Quanto aos outros líderes que assumiram cargos internacionais posteriormente a ocuparem cargos de poder interno, Marina Costa Lobo afirma que a razão do seu sucesso se deve ao facto de, “cada vez mais", a política não se conter nas fronteiras nacionais e assumir "um carácter internacional e supranacional”. Neste contexto, “assumir cargos nestas instituições que têm um papel cada vez maior nas políticas nacionais e na vida dos cidadãos é importante para defender os interesses nacionais e depende de lógicas também elas partidárias”, frisa.

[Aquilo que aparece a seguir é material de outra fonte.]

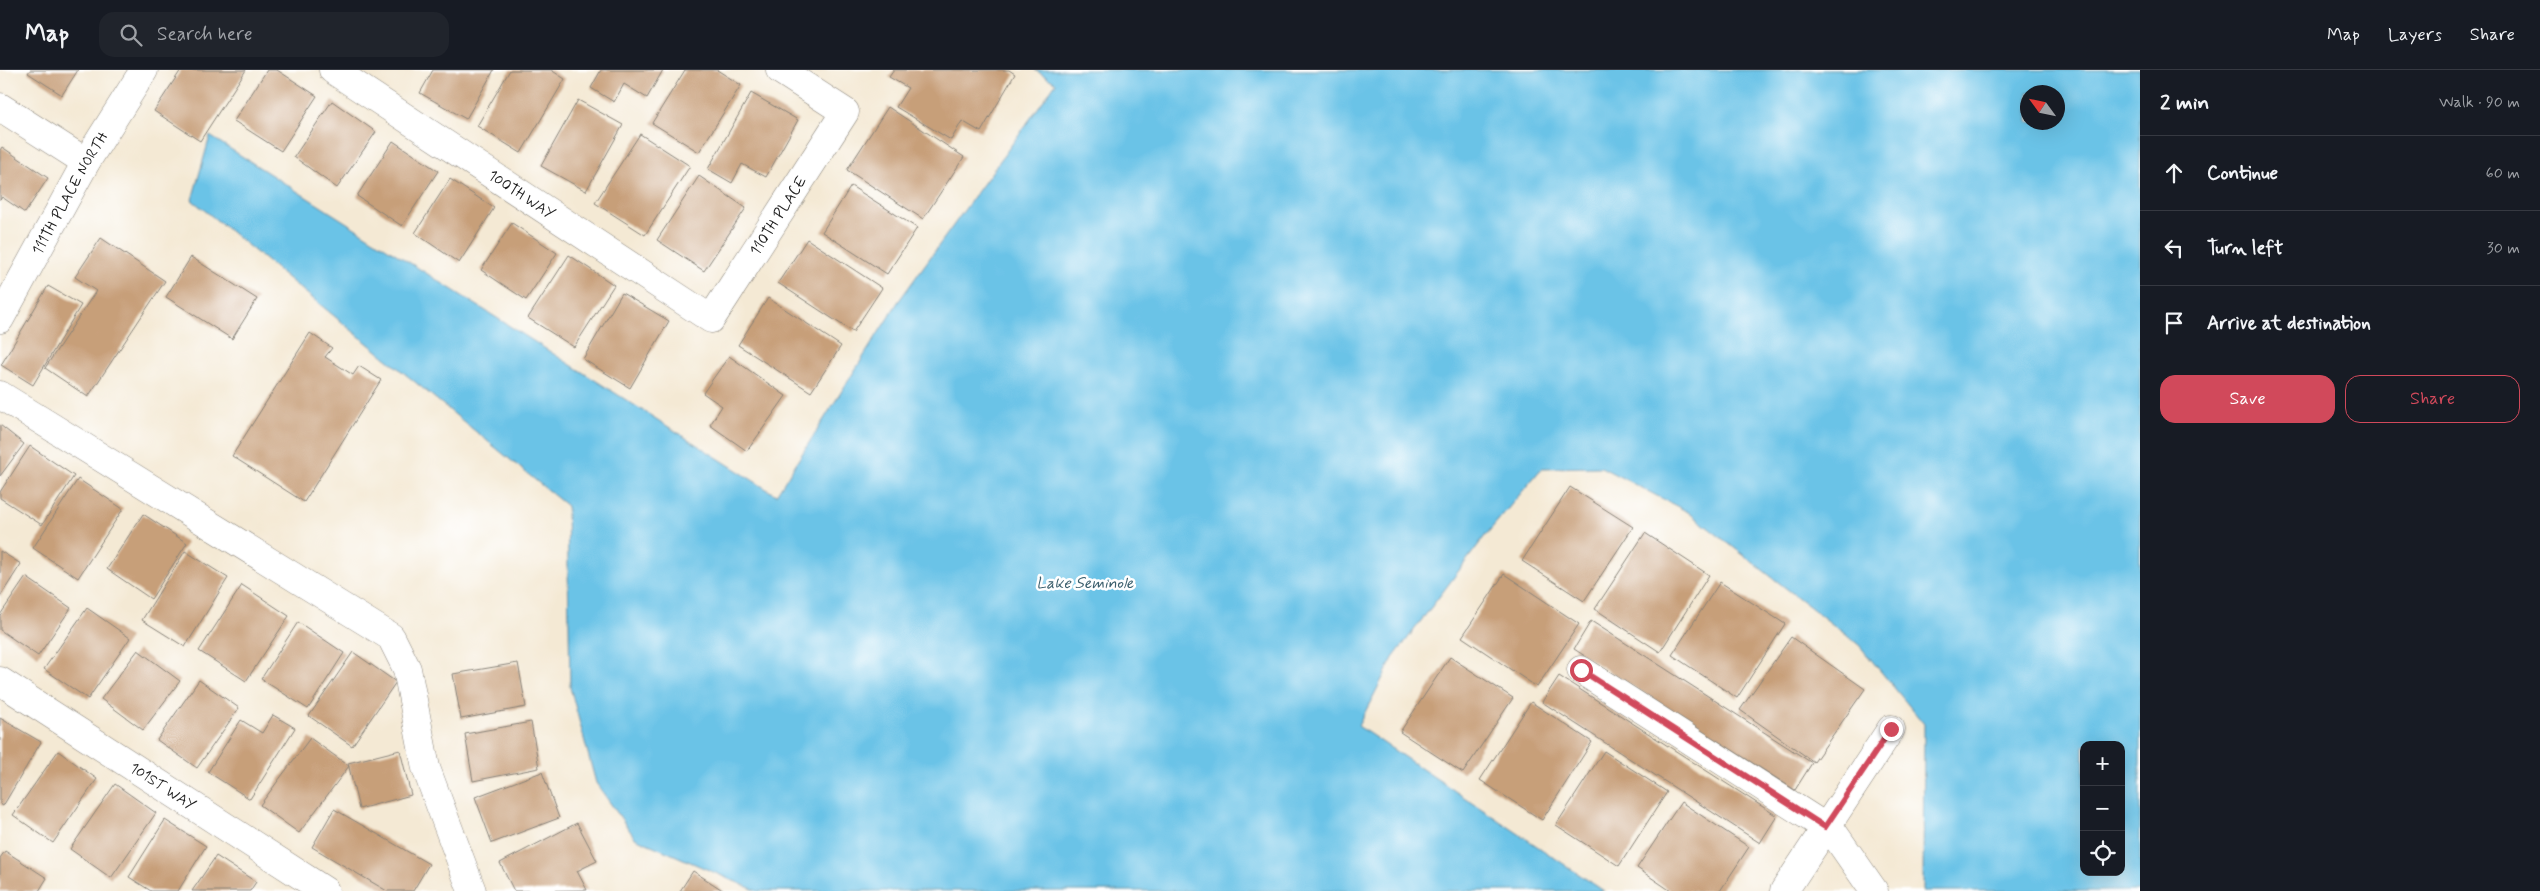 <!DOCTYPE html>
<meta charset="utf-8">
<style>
:root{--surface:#171b24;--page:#20242c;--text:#f1f3f6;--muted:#9ea1a6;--line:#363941;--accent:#d1495b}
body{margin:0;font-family:Mynerve,sans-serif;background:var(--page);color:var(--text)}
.controls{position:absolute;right:15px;bottom:15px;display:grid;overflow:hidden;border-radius:10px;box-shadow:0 5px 20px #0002}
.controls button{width:45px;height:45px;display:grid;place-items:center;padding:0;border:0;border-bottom:1px solid var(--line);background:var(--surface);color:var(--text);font:25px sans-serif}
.compass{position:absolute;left:2020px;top:15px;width:45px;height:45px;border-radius:50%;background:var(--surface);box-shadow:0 5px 20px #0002;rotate:303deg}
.stop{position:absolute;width:15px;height:15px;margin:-11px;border:4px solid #d1495b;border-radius:50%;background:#fff}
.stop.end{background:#d1495b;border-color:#fff;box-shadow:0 1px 5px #0008}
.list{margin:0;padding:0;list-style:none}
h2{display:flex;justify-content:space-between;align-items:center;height:65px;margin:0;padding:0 20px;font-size:21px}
h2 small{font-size:16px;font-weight:400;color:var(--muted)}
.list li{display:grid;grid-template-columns:32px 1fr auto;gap:15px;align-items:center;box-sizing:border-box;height:75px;padding:0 20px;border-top:1px solid var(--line)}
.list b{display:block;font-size:19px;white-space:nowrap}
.list em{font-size:16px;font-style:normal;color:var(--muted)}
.actions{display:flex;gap:10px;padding:15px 20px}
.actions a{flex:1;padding:11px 0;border:1px solid var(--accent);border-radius:15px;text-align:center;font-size:18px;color:var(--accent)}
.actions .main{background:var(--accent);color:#fff}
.icon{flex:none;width:28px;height:28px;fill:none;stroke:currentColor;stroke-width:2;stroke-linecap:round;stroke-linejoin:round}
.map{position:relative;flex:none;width:2140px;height:821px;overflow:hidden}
header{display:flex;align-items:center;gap:30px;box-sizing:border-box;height:70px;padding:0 25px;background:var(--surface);border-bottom:1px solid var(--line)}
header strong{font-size:24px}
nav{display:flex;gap:28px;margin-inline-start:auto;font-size:18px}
.search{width:350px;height:45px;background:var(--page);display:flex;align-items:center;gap:12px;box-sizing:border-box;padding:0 18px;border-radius:15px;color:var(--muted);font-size:19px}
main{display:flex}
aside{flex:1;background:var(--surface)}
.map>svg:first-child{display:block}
.water{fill:#6ac3e7;stroke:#437082;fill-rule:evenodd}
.building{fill:#c79f79}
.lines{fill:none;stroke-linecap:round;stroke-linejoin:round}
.minor-casing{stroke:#888278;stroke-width:29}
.minor{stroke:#fff;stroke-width:28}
.route{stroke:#d1495b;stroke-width:6}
.labels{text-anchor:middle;stroke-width:5;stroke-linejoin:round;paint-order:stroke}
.street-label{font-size:15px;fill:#1c1c1c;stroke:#fff}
.water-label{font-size:16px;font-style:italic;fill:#3b5f6d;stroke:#fff}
</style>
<header>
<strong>Map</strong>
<div class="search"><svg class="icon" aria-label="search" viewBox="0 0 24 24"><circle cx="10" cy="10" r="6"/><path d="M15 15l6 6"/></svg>Search here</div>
<nav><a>Map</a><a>Layers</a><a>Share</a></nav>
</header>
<main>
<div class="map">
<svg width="2140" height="821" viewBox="0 0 2140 821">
<rect width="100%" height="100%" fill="#fff"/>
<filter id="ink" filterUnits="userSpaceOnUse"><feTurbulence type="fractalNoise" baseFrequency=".02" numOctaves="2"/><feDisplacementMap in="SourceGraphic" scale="10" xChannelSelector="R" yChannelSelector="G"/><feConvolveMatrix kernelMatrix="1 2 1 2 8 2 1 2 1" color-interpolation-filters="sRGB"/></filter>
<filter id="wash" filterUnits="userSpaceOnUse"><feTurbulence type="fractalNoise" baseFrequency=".0096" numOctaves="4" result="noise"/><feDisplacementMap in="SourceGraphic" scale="20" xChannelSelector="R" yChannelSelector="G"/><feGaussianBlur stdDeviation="1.12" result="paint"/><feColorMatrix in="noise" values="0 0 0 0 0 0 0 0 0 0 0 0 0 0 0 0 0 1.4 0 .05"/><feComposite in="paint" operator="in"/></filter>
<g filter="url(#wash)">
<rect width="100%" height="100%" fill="#f4e9d4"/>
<path class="water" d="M1035,0H2140V821H1923L1924,654L1859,575L1688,442L1601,397L1542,398L1485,466L1393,588L1358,656L1604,821H757L635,768L596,713L570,617L567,436L192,130L210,66L776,425L898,232L1056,13ZM2028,22H2058V52H2028ZM2084,675H2121V802H2084Z"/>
<g id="blocks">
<g class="building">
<path d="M30,0H78L62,25L28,3Z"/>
<path d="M181,0H246L200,71L154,41Z"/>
<path d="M267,0H277L317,26L281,81L234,51Z"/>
<path d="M433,0H494L466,49L420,23Z"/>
<path d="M510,0H551L565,9L521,83L477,56Z"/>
<path d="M601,0H663L647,28L624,14L614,32L591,18Z"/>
<path d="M685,0H717L741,15L699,82L652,53Z"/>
<path d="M894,0H1009L1015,4L981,62L962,51L951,70L896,37L908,18L889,7Z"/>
<path d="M751,23L798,50L766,107L742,94L732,113L708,99Z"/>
<path d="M578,30L623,55L586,121L541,96Z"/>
<path d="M332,31L376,62L337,118L294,87Z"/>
<path d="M888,37L964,87L923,149L847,100Z"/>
<path d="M640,64L690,96L645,165L595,133Z"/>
<path d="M393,71L438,101L402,156L357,126Z"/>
<path d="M2,77L48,108L25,143L2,127L0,130V80Z"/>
<path d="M699,106L746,138L704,201L657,170Z"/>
<path d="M450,109L494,138L459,193L415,163Z"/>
<path d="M851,116L917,158L887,204L822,162Z"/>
<path d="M512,153L557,183L526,230L481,200Z"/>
<path d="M101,168L165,211L88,327L45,298L96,221L75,207Z"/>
<path d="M807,169L882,218L853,262L778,213Z"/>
<path d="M569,185L614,215L574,277L528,248Z"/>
<path d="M191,187L257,229L232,269L166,227Z"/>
<path d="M48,216L81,235L33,315L1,295Z"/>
<path d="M622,223L669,251L630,318L583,289Z"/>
<path d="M768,228L841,276L811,322L738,275Z"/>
<path d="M310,263L332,278L325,287L353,305L359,296L381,310L304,432L232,386Z"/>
<path d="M729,286L786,326L747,381L710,355L722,336L703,323Z"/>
<path d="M0,355L24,374L0,406Z"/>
<path d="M30,376L74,406L42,455L0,428V422Z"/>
<path d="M78,409L123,439L78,508L33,478Z"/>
<path d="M1570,417L1633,457L1584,531L1522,491Z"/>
<path d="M143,444L187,473L151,529L107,499Z"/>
<path d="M1645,463L1709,505L1660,582L1595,539Z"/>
<path d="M0,481L21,494L0,527Z"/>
<path d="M185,481L228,508L185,577L142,550Z"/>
<path d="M1504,504L1579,554L1537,617L1462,567Z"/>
<path d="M26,507L71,538L38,586L0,560V545Z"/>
<path d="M1720,512L1785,554L1737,628L1672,585Z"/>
<path d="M242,515L289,546L246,611L199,581Z"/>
<path d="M87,538L130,568L88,629L44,599Z"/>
<path d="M1591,551L1812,693L1795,720L1574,579Z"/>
<path d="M298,552L344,583L308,639L261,609Z"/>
<path d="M1791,567L1865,619L1814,692L1740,640Z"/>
<path d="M138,580L180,611L143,660L101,629Z"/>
<path d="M353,582L396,612L352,676L309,646Z"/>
<path d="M1450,587L1513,628L1463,703L1400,662Z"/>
<path d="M518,593L526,637L461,649L453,604Z"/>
<path d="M1559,606L1777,746L1760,773L1542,632Z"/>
<path d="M199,610L239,638L197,698L157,670Z"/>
<path d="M1531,632L1592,672L1542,750L1480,710Z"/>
<path d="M273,645L295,658L250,729L208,702L241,650L262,663Z"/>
<path d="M0,648L41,672L3,736L0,734Z"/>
<path d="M531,652L539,698L473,711L465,664Z"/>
<path d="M310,668L349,696L299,763L260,735Z"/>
<path d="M400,680L411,725L359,739L348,693Z"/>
<path d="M58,681L97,709L53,773L13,745Z"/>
<path d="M1604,681L1667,722L1619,796L1556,755Z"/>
<path d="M542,702L559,748L492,773L475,727Z"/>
<path d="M115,714L156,743L111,808L70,779Z"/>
<path d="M1681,732L1749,777L1720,821H1671L1637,798Z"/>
<path d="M334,739L429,794L413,821H387L312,777Z"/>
<path d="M165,750L206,776L178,821H151L129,807Z"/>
<path d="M577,753L597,791L577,801L587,820L514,821L500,793Z"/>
<path d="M5,781L47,808L39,821H0V788Z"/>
<path d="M216,786L256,812L250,821H192Z"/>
<path d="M693,801L724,821H680Z"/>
</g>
</g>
</g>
<g filter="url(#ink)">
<use href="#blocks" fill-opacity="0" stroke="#888278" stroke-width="1"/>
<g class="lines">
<defs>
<g id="minor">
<path id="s1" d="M333,0L711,249L845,42L780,0"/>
<path d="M0,37L86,92"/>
<path id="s2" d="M0,249L86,92L144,0"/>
<path d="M0,325L391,567L407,599L426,698L472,821"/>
<path d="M1581,600L1833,762L1874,821"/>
<path id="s3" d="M0,611L325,821"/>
<path d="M1784,821L1891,659"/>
</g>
</defs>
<use href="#minor" class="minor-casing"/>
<use href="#minor" class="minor"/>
</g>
</g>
<g class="lines" filter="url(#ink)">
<path class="route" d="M1581,600L1825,757L1891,659"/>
</g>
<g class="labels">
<g class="street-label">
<text dy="5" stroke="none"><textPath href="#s2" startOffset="144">111TH PLACE NORTH</textPath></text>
<text dy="5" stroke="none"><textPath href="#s1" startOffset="226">100TH WAY</textPath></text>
<text dy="5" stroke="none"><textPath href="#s1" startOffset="576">110TH PLACE</textPath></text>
<text dy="5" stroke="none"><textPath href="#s3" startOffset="194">101ST WAY</textPath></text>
</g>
<g class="water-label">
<text x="1085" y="518">Lake Seminole</text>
</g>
</g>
</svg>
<div class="controls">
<button>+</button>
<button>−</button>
<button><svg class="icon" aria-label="locate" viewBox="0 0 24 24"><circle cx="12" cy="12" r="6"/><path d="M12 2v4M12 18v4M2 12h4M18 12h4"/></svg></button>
</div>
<svg class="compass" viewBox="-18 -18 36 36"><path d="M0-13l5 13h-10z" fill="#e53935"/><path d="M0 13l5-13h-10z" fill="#9ea1a6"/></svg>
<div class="stop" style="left:1581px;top:600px"></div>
<div class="stop end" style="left:1891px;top:659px"></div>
</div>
<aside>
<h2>2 min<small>Walk · 90 m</small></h2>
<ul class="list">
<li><svg class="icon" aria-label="ahead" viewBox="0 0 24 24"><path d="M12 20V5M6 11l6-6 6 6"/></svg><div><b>Continue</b></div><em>60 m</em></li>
<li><svg class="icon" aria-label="left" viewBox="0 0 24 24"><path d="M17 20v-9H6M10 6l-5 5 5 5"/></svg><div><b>Turn left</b></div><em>30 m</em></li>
<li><svg class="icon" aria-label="arrive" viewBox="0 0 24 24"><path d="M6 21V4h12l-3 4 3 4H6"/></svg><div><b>Arrive at destination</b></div></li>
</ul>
<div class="actions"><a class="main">Save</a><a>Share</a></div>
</aside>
</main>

Por outro lado, a investigadora explica que “os partidos socialistas europeus, apesar de enfraquecidos, continuam a ser um pilar da democracia europeia e das redes internacionais de diálogo”. Daí que alguns líderes portugueses partidários tenham "conseguido posicionar-se e ganhar lugares de relevo nessas instituições”, como é o caso de Constâncio, Sampaio e Guterres.

A investigadora salienta ainda que, “além do Partido Socialista Europeu ser uma importante rede para ‘encontrar’ bons candidatos a cargos, há outros factores”, que passam pela “capacidade de Portugal ‘fazer pontes’ entre culturas e pontos de vista diferentes, por razões históricas bem como alianças internacionais actuais (UE, NATO, CPLP, etc.)”. Marina Costa Lobo lembra que Portugal é “recorrentemente salientado” pelos seus candidatos, facto a que se soma “o trabalho de bastidores do Ministério dos Negócios Estrangeiros na defesa das candidaturas portuguesas nestes e noutros organismos internacionais”

Quanto “ao perfil pessoal dos líderes, este “também importa”, afirma Marina Costa Lobo, além “da importância das instituições, conjuntura política e lobbying do Estado português”. A investigadora conclui que “aqueles que foram realmente longe, como Guterres, naturalmente têm qualidades pessoais de excelência, o que lhes permitiu tomar o melhor partido dessa conjuntura política e institucional”.

Mário Soares

Líder fundador, esteve à frente do PS até 1986. Foi primeiro-ministro (1976-1978 e 1983-1985), Presidente da República (1986-1996) e eurodeputado (1999). Presidiu à Comissão Mundial Independente Sobre os Oceanos (1995) ao Comité Promotor do Contrato Mundial da Água (1997) e à Fundação Portugal África (1997).

Vítor Constâncio

Secretário-geral entre 1986 e 1989, demitiu-se depois de perder as legislativas de 1987. Foi Governador do Banco de Portugal. É, desde 2010, vice-presidente do Banco Central Europeu.

Jorge Sampaio

Secretário-geral entre 1989 e 1992, demitiu-se depois de perder as legislativas de 1991. Foi presidente da Câmara de Lisboa (1989-1996) e Presidente da República (1996-2006). Foi Enviado Especial da ONU para a Luta contra a Tuberculose (2006) e Alto Representante da ONU para a Aliança das Civilizações (2007- 2013).

António Guterres

Secretário-geral entre 1992 e 2002. Foi primeiro-ministro (1995-2002), demite-se na sequência da derrota nas autárquicas de 2001. Foi alto-comissário da ACNUR – Alto Comissariado da ONU para os Refugiados (2005-2015) e é secretário-geral da ONU desde 2017.

Eduardo Ferro Rodrigues

Secretário-geral entre 2002 e 2004. É desde 2015 presidente da Assembleia da República.

José Sócrates

Secretário-geral entre 2004 e 2011. Foi primeiro-ministro entre 2005 e 2011. Está afastado formalmente da política desde que foi detido preventivamente no âmbito da investigação Operação Marquês, encontrando-se acusado de corrupção, tráfico de influências, fraude fiscal e branqueamento de capitais.

António José Seguro

Secretário-geral entre 2014 e 2011, altura em que perdeu o partido para António Costa, na sequência das primeiras eleições primárias em partidos portugueses. Está afastado da vida política por decisão própria, não sendo sequer comentador. Vive a sua vida empresarial privada nas Caldas da Rainha e dá aulas no Departamento de Relações Internacionais da Universidade Autónoma.

António Costa

Secretário-geral desde 2014 e primeiro-ministro desde 2015. Integrou vários governos socialistas liderados por António Guterres e José Sócrates. Foi presidente da Câmara de Lisboa entre 2007 e 2015.